On Saturday night, the Chief Rabbi's office announced Saturday night that the instructions published by the Health Ministry are to be followed closely, saying that "all health-related instructions are today's Halacha (Jewish Law)."
The office reported they are holding discussions with professionals regarding weddings, minyans (prayer services with ten or more people), funerals and other issues, adding that any decision would be reported once it is made.
The Chief Rabbi called upon all Jews to follow the Health Ministry's instructions and to give their thoughts and prayers to stop the pandemic.
"Following discussions [Health Ministry director Moshe Bar Siman Tov] held with Chief Sephardic Rabbi Yitzhak Yosef and [Religious Services] Minister Yitzhak Vaknin, it has been decided to shut down all mikvehs (ritual baths) for men starting tomorrow morning," the ministry said.
"The announcement applies to all mikvehs for men, both public and private."
On Sunday morning, Chief Rabbi David Lau asked worshipers in Modi'in, his hometown, to separate into smaller prayer services in order to prevent any gathering of over ten people. Lau prayed outside with a small group on Sunday as well.
The Health Ministry later changed its recommendations, allowing citizens to hold funerals and circumcisions with up to 20 participants, as long as a two-meter (6.6-feet) distance is kept between those attending the events.
According to Chief Rabbi of Safed Shmuel Eliyahu, minyans are to be held with up to 20 participants, as long as they keep a distance of at least one person between them, with the optimal distance standing at two meters (6.6 feet).
According to Eliyahu, all participants must wash their hands or use hand sanitizer and refrain from kissing the Torah or the mezuzahs, as well as shaking hands.
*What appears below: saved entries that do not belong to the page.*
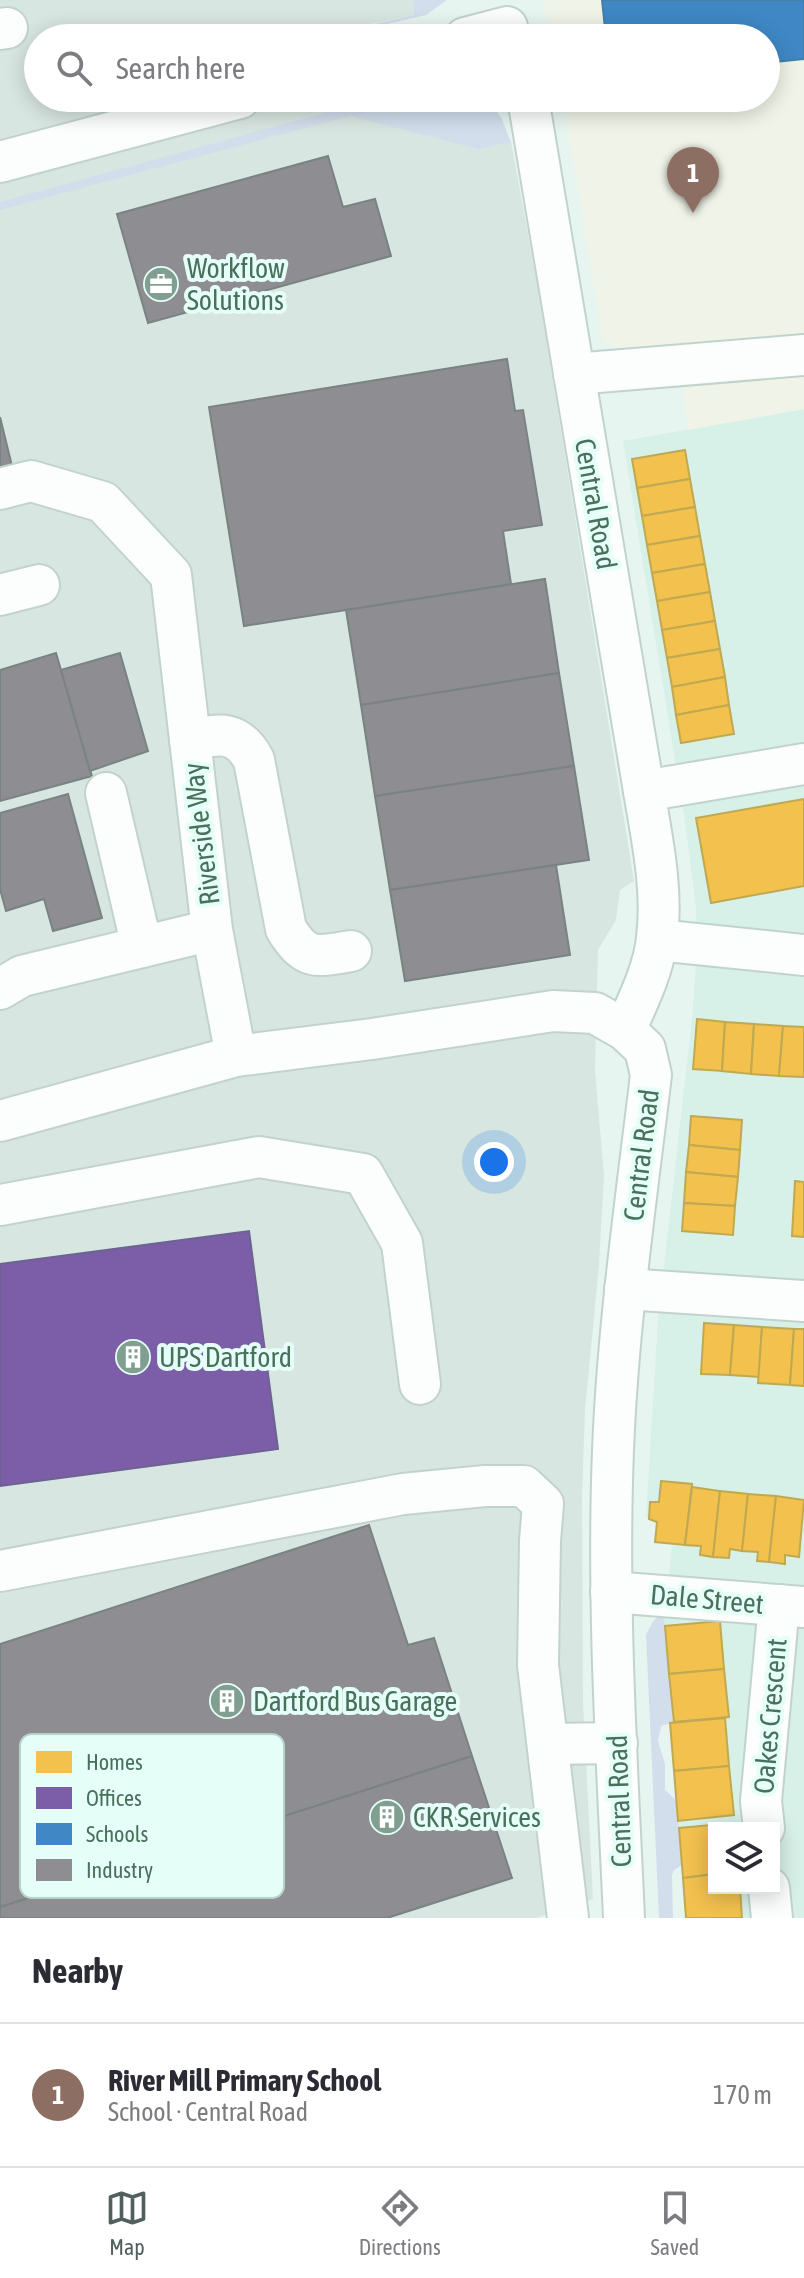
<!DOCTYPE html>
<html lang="en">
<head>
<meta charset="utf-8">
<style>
  body { margin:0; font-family:"Asap Condensed",sans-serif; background:#f2f2f3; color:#2b2b33 }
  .controls { position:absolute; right:24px; bottom:24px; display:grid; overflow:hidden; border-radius:0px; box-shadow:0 4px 20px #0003 }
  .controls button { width:72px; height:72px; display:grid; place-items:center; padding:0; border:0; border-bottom:2px solid #e1e1e2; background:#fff; color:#2b2b33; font:40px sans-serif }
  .you { position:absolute; left:494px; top:1162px; width:28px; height:28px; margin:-20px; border:6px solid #fff; border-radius:50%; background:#1a73e8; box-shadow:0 0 0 12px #1a73e833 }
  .badge { display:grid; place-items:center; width:52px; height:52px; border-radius:50%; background:#515f5d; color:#fff; font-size:26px; font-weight:700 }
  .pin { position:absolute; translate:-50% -66px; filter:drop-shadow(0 2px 4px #0008) }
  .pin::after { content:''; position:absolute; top:42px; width:28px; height:24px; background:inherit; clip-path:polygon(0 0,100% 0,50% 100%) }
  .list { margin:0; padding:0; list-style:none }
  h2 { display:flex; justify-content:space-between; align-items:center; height:104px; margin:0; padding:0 32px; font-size:34px }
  h2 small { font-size:26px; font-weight:400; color:#7c7c81 }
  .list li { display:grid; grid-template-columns:52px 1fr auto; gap:24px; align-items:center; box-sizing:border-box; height:144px; padding:0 32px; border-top:2px solid #e1e1e2 }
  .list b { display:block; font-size:30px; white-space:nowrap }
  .list p { margin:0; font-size:26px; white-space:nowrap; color:#7c7c81 }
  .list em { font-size:26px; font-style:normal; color:#7c7c81 }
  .icon { flex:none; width:44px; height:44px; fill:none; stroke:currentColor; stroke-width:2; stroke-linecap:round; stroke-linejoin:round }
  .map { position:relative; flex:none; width:804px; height:1918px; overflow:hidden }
  .search { position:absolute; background:#fff; box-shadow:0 4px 20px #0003; left:24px; right:24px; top:24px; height:88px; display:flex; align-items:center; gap:20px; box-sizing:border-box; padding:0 28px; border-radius:44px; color:#7c7c81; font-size:30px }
  .sheet { height:248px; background:#fff }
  nav { display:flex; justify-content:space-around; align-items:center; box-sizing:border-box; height:112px; border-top:2px solid #e1e1e2; background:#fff; font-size:22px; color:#7c7c81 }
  nav a { display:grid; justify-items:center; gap:4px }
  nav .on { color:#515f5d }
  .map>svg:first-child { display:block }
  .residential { fill:#d7f0e8; fill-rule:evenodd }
  .industrial { fill:#d8e6e1 }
  .education { fill:#f0f3e7 }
  .green { fill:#d2deec }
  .homes { fill:#f2c14e; stroke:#bfa952; stroke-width:2 }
  .offices { fill:#7b5ea7; stroke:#6c6390; stroke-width:2 }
  .schools { fill:#3f88c5; stroke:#4281a6; stroke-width:2 }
  .industry { fill:#8d8d92; stroke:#798482; stroke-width:2 }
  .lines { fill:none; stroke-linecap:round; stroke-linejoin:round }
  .minor-casing { stroke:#c2d3cc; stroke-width:44 }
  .minor { stroke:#fbfefd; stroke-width:40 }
  .labels { text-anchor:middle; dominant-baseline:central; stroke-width:8; stroke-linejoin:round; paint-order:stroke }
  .poi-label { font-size:28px; fill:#49705c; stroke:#e6fef8; text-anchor:start }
  .street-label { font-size:28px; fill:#49705c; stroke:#e6fef8 }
  .key { fill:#e6fef8; stroke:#b7d3c9; stroke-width:2 }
  .key-label { font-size:22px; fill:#49705c }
</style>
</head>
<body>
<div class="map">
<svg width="804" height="1918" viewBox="0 0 804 1918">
  <rect width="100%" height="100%" fill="#e7f5f1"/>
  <path class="residential" d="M804,409V1918H686L670,1723L674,1722L664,1617L672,1544L655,1542L657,1522L646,1518L658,1319L692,1019L697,952L696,906L684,815L623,441ZM714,1828H774V1888H714Z"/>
  <path class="industrial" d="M0,0H413L414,15L345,29V38H38V98H349L350,116L511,142L537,282L634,881L620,890L616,920L598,950L595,1070L604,1176L599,1265L585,1410L582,1496L583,1703L593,1899L536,1918H0Z"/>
  <path class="education" d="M543,0H804V409L688,430L678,347L617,349L603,340L563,98H766V38H551Z"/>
  <g class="green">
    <path d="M413,0H447L426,15L326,38H314L414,15Z"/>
    <path d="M379,98H485L501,117L511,142L478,149L350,116L0,210V202Z"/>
    <path d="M657,1617H664L674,1722L661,1726L658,1741L665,1764V1790L676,1800L682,1865L674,1870L672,1875L673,1918H659L646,1635L652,1623Z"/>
  </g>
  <g class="homes">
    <path d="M685,450L690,479L637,488L632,459Z"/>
    <path d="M690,479L695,507L642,516L637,488Z"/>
    <path d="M695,507L700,536L647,545L642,516Z"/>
    <path d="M700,536L705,564L652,573L647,545Z"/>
    <path d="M705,564L710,592L657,601L652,573Z"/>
    <path d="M710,592L715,621L662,630L657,601Z"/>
    <path d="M715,621L720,649L667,658L662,630Z"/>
    <path d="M720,649L725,677L672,687L667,658Z"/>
    <path d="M725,677L729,705L676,715L672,687Z"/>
    <path d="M729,705L734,734L681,743L676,715Z"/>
    <path d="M804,799V886L711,903L696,818Z"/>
    <path d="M697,1019L725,1022L722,1071L693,1069Z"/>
    <path d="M725,1022L754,1024L751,1074L722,1071Z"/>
    <path d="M754,1024L783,1026L779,1076L751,1074Z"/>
    <path d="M783,1026L804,1027V1077L779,1076Z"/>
    <path d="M691,1116L742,1120L740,1150L689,1145Z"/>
    <path d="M689,1145L740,1150L738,1177L686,1172Z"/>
    <path d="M686,1172L738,1177L735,1206L684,1203Z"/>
    <path d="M795,1181L804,1182V1237L792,1236Z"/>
    <path d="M684,1203L735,1206L733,1235L682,1231Z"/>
    <path d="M704,1323L734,1325L730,1375L701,1374Z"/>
    <path d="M734,1325L762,1327L759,1377L730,1375Z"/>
    <path d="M762,1327L794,1329L790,1385L758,1383Z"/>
    <path d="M794,1329H804V1386L790,1385Z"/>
    <path d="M661,1481L692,1484L685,1545L655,1542L657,1522L649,1519L650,1502H659Z"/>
    <path d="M692,1487L720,1491L713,1557L700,1555L701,1546L685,1545Z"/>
    <path d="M720,1491L748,1494L742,1551L730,1549L729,1558L713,1557Z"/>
    <path d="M748,1494L776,1496L769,1562L757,1561L758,1552L742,1551Z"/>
    <path d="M776,1496L804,1500L799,1557L785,1555V1564L769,1562Z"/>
    <path d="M720,1621L724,1669L669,1674L665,1626Z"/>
    <path d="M724,1669L729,1717L674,1722L669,1674Z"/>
    <path d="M725,1718L729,1766L674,1771L670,1723Z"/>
    <path d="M729,1766L734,1815L678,1821L674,1771Z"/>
    <path d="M733,1823L734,1828H714V1874L683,1878L679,1828Z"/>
    <path d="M714,1874V1888H740L742,1918H686L683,1878Z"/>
  </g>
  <path class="offices" d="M249,1231L278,1449L0,1486V1264Z"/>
  <path class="schools" d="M602,0H804V59L766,63V38H606Z"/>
  <g class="industry">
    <path d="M328,156L343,207L375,199L391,256L148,323L117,214Z"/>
    <path d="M507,359L515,411L523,410L542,525L503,531L511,584L244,626L209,407Z"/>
    <path d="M0,417L12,466L0,469Z"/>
    <path d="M545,579L559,673L361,705L346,610Z"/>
    <path d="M56,653L92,776L0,801V670Z"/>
    <path d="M120,653L148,751L90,771L61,670Z"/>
    <path d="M559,673L574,766L375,796L361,705Z"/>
    <path d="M574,766L589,860L390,890L375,796Z"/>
    <path d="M68,794L102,918L53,931L44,899L6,911L0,889V813Z"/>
    <path d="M556,865L570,955L405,981L390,890Z"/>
    <path d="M369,1525L408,1645L434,1638L472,1756L0,1907V1644Z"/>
    <path d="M472,1756L512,1878L387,1918H0V1907Z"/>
  </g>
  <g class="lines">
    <g class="minor-casing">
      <g id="minor">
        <path d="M0,29L7,28"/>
        <path d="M465,38L507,27"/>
        <path d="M528,98L644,791C652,839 663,889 657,938C654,969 638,1001 625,1030L645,1049L651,1075C636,1200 618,1325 613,1450C607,1606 617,1762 624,1918"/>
        <path d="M0,162L240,98"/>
        <path d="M574,374L804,355"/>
        <path d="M0,489L31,481L103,502L171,575L212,930L236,1056"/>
        <path d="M0,595L39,585"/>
        <path d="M190,740C220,734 237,729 254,760L286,929C306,961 316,957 351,951"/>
        <path d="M644,791L804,764"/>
        <path d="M106,793L142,947"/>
        <path d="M657,940L804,955"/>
        <path d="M0,989L22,976L212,930"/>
        <path d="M0,1121L236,1056L372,1039L553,1011L595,1013L625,1030"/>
        <path d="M0,1205L259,1157L363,1174L402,1243L420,1384"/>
        <path d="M625,1289L804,1301"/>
        <path d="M0,1571L403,1494L485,1486H524L543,1504L540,1541L538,1665L568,1918"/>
        <path d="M611,1592L804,1607"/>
        <path d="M548,1744L617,1743"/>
        <path d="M764,1828L761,1801L779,1605"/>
        <path d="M769,1888L772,1918"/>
      </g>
    </g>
    <use href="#minor" class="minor"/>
  </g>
  <defs>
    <g id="office-disc" transform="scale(1.8)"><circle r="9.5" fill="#809f90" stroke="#e6fef8"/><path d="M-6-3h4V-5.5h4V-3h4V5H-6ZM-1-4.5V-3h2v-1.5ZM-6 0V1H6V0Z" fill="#fff"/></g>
    <g id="building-disc" transform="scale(1.8)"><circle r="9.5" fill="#809f90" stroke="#e6fef8"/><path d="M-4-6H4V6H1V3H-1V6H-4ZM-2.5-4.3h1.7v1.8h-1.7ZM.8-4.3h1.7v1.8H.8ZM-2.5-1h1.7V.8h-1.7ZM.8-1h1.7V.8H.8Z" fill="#fff"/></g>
  </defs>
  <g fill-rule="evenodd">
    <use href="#office-disc" x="161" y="284"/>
    <use href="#building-disc" x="133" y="1357"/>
    <use href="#building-disc" x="227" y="1701"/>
    <use href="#building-disc" x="387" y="1817"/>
  </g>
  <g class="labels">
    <g class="poi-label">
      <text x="187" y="268">Workflow<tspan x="187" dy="32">Solutions</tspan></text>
      <text x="159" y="1357">UPS Dartford</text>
      <text x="253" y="1701">Dartford Bus Garage</text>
      <text x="413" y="1817">CKR Services</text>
    </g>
    <g class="street-label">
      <text transform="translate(596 504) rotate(80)">Central Road</text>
      <text transform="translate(201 834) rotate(-97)">Riverside Way</text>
      <text transform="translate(641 1155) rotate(-83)">Central Road</text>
      <text transform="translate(707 1599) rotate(5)">Dale Street</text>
      <text transform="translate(770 1716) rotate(-85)">Oakes Crescent</text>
      <text transform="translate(619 1801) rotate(-92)">Central Road</text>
    </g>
  </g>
  <rect x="20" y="1734" width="264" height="164" rx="12" class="key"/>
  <rect x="36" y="1751" width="36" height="22" fill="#f2c14e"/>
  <rect x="36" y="1787" width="36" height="22" fill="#7b5ea7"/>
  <rect x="36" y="1823" width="36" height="22" fill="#3f88c5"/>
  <rect x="36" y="1859" width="36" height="22" fill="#8d8d92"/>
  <g class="key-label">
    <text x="86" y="1770">Homes</text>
    <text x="86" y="1806">Offices</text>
    <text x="86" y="1842">Schools</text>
    <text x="86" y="1878">Industry</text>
  </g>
</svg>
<div class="controls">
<button><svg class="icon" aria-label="layers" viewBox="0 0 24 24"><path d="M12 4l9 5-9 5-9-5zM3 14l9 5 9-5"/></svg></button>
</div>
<div class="you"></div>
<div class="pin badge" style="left:693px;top:213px;background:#8d6e63">1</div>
<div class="search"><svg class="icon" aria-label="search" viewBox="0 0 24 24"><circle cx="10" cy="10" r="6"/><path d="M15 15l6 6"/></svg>Search here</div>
</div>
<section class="sheet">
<h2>Nearby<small></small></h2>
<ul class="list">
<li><span class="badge" style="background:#8d6e63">1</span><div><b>River Mill Primary School</b><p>School · Central Road</p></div><em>170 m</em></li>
</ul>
</section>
<nav>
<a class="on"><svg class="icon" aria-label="map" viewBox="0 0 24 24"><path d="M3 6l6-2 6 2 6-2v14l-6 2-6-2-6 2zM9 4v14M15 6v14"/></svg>Map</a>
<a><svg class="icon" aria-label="directions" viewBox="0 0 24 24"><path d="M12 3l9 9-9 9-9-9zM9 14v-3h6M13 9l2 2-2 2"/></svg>Directions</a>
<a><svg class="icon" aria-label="saved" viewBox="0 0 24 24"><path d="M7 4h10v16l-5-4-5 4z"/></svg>Saved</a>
</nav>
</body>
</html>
Any participant who experiences a fever must return home.
Rabbis from the national-religious rabbinical association Tzohar responded to the Health Ministry's updated instructions, calling upon rabbis to cancel minyans that do not meet the ministry's standards.
"The government's instructions regarding gatherings require many changes," Tzohar said. "Due to the restriction of gatherings to ten participants, we recommend [people] pray individually and not in groups, unless the conditions allow so.”
In light of the new directives by the Health Ministry, the World Organization of Orthodox Communities and Synagogues published new instructions for synagogues during the coronavirus outbreak.
In any place where a prayer service cannot be held according to the directives issued by the Health Ministry, no services should be held. In places where the directives can be kept, the services should consist of no more than ten people. If there are separated rooms, additional services can be held. In places with a big enough women's section, up to ten worshipers can stand in there.
Each worshiper should be two meters away from other worshipers, including during Torah reading. Worshipers should use their own, personal prayer book and wash and sanitize their hands and should not shake hands or use a public tallit (prayer shawl). Those who are at risk for the virus or do not feel well should not come to a synagogue.
Those praying alone should try and pray at the same time as a minyan. Worshipers should pray for the recovery of those who are ill.